Total params: 6,946,061
Trainable params: 6,946,061
Non-trainable params: 0
_________________________________________________________________


[notes] \
1. The embedding layer output has three dimensions
- Batch size : None => we haven't specified it yet
- Sequence length : 217
- Embedding dimension : 128

2. Bidirectional LSTM outputs a vector twice the size of what we specified because its bidirectional. Remember two LSTM output will be concatenated before going to output layer.

3. Output layer also has three dimensions
- Batch size
- Sequence length
- Output dimension : 13 as number of tag classes


In [74]:
# we put early-stopping for trainig to be stopped when validation loss stops improving.
es_callback = keras.callbacks.EarlyStopping(monitor='val_loss', patience=3)

history = model.fit(x_train_padded, y_train_categoricals, epochs=20,
                    batch_size=256, validation_data=(x_val_padded, y_val_categoricals),
                    callbacks=[es_callback])

Epoch 1/20
Epoch 2/20
Epoch 3/20
Epoch 4/20
Epoch 5/20
Epoch 6/20
Epoch 7/20
Epoch 8/20


In [75]:
# After our model is trained, go to test data set
# preprocessing(tokenize, pad) it and oh encoding

x_test_seqs = sentence_tokenizer.texts_to_sequences(x_test)
x_test_padded = keras.preprocessing.sequence.pad_sequences(x_test_seqs, padding='post', maxlen=MAX_LENGTH)

y_test_seqs = tag_tokenizer.texts_to_sequences(y_test)
y_test_padded = keras.preprocessing.sequence.pad_sequences(y_test_seqs, padding='post', maxlen=MAX_LENGTH)
y_test_categoricals = keras.utils.to_categorical(y_test_padded)

In [76]:
model.evaluate(x_test_padded, y_test_categoricals)



[0.10725592076778412, 0.9684592485427856]

In [80]:
# now we can use our models to tag sentences.

samples = [
    "Brown refused to testify.",
    "Brown sofas are on sale",
]

In [97]:
# develop simple function for doing this task.

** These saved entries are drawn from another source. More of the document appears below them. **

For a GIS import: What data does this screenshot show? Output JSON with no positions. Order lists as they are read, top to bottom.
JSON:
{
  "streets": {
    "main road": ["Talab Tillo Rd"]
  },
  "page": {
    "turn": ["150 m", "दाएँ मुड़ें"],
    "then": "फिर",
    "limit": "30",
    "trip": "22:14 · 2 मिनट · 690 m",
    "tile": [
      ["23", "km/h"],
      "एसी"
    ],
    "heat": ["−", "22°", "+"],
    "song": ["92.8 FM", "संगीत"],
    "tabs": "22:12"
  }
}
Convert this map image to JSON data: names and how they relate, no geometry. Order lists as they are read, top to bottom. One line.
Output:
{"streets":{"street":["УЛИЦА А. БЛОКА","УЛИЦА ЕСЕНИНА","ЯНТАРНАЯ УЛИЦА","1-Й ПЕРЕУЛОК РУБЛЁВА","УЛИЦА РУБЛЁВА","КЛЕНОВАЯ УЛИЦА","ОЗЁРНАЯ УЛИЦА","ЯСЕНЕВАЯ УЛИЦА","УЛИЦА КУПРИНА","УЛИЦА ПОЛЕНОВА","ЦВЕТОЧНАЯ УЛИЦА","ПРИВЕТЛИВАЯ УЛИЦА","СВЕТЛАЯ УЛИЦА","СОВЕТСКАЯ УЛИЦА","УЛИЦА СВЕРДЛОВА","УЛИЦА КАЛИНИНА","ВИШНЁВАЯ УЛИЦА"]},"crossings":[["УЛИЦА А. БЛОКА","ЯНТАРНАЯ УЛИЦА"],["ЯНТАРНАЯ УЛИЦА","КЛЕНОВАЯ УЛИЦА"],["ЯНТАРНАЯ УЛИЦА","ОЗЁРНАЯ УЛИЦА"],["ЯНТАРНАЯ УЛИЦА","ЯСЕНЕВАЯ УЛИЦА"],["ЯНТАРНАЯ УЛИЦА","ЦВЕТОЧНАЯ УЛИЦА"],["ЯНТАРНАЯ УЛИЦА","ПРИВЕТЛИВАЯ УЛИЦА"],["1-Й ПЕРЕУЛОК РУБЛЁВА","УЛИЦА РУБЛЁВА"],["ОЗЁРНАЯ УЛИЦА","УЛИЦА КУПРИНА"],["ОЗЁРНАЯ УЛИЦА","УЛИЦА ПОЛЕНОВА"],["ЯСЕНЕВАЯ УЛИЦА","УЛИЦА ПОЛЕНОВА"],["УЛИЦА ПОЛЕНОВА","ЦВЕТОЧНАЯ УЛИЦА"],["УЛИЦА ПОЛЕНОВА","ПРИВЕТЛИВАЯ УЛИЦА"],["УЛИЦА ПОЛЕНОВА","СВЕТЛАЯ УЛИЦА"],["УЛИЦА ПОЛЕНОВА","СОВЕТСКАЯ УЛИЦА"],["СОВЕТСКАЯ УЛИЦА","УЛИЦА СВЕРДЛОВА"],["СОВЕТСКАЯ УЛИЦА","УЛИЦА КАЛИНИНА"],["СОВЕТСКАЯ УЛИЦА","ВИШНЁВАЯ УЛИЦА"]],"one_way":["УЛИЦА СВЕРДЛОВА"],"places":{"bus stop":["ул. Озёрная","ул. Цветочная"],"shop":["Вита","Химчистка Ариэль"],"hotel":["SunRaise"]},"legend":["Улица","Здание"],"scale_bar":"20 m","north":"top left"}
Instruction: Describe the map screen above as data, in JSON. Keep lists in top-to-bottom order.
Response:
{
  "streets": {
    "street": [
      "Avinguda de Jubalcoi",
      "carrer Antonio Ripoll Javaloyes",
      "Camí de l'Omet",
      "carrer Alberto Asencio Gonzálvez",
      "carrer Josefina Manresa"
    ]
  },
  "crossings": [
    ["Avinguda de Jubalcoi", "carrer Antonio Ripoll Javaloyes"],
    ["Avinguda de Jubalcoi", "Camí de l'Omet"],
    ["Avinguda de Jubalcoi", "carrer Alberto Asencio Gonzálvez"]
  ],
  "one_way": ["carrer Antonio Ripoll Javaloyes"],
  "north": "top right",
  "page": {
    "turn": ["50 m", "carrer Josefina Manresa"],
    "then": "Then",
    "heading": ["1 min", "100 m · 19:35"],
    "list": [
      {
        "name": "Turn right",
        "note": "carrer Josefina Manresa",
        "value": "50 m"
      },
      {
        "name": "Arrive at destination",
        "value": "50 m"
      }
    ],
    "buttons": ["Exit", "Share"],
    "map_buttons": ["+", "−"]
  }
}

def tag_sentences(sentences):
  sentences_seqs = sentence_tokenizer.texts_to_sequences(sentences)
  sentences_padded = keras.preprocessing.sequence.pad_sequences(sentences_seqs,
                                                               maxlen=MAX_LENGTH,
                                                               padding='post')
  # tag_preds is each list of probabilty distribution (softmax)
  tag_preds = model.predict(sentences_padded)

  sentence_tags = []

  # each iteration is one sequence
  for i, preds in enumerate(tag_preds):

    print(preds)
    # seq of most probable ones in sequence
    tags_seq = [np.argmax(p) for p in preds[:len(sentences_seqs[i])]]
    words = [sentence_tokenizer.index_word[w] for w in sentences_seqs[i]]
    tags = [tag_tokenizer.index_word[t] for t in tags_seq]
    sentence_tags.append(list(zip(words, tags)))

  return sentence_tags

In [96]:
tagged_sample_sentences = tag_sentences(samples)

[[9.4178740e-06 9.7496110e-01 2.2204881e-04 ... 9.1031229e-04
  4.2912136e-05 7.7011995e-05]
 [1.5102107e-06 2.7067616e-04 9.9829799e-01 ... 2.1098483e-04
  3.2934058e-09 3.2704625e-06]
 [5.2168394e-07 1.3455164e-05 1.6992788e-05 ... 8.8361514e-01
  2.0139216e-05 2.6381040e-05]
 ...
 [7.4889779e-02 8.0382518e-02 7.9107232e-02 ... 7.5719878e-02
  7.5777747e-02 7.5990155e-02]
 [7.4889779e-02 8.0382518e-02 7.9107232e-02 ... 7.5719878e-02
  7.5777747e-02 7.5990155e-02]
 [7.4889779e-02 8.0382518e-02 7.9107232e-02 ... 7.5719878e-02
  7.5777747e-02 7.5990155e-02]]
[[4.6470045e-06 1.5848954e-01 8.4175648e-05 ... 5.5472274e-06
  1.8318392e-04 1.1667493e-05]
 [9.9270876e-09 9.9998748e-01 7.0956122e-07 ... 1.8804568e-07
  1.2746519e-07 4.2475389e-07]
 [2.2053248e-09 3.2962133e-05 9.9992669e-01 ... 3.1247776e-08
  7.4231480e-12 3.5437630e-08]
 ...
 [7.4889779e-02 8.0382518e-02 7.9107232e-02 ... 7.5719878e-02
  7.5777747e-02 7.5990155e-02]
 [7.4889779e-02 8.0382518e-02 7.9107232e-02 ... 7.5719878e-

In [98]:
print(tagged_sample_sentences[0])
print(tagged_sample_sentences[1])

[('brown', 'noun'), ('refused', 'verb'), ('to', 'prt'), ('testify', 'verb')]
[('brown', 'adj'), ('sofas', 'noun'), ('are', 'verb'), ('on', 'adp'), ('sale', 'noun')]


It's just one way of buidling a PoS tagger, these days' PoS tagger is much more sophisticated models in which transfomer is used.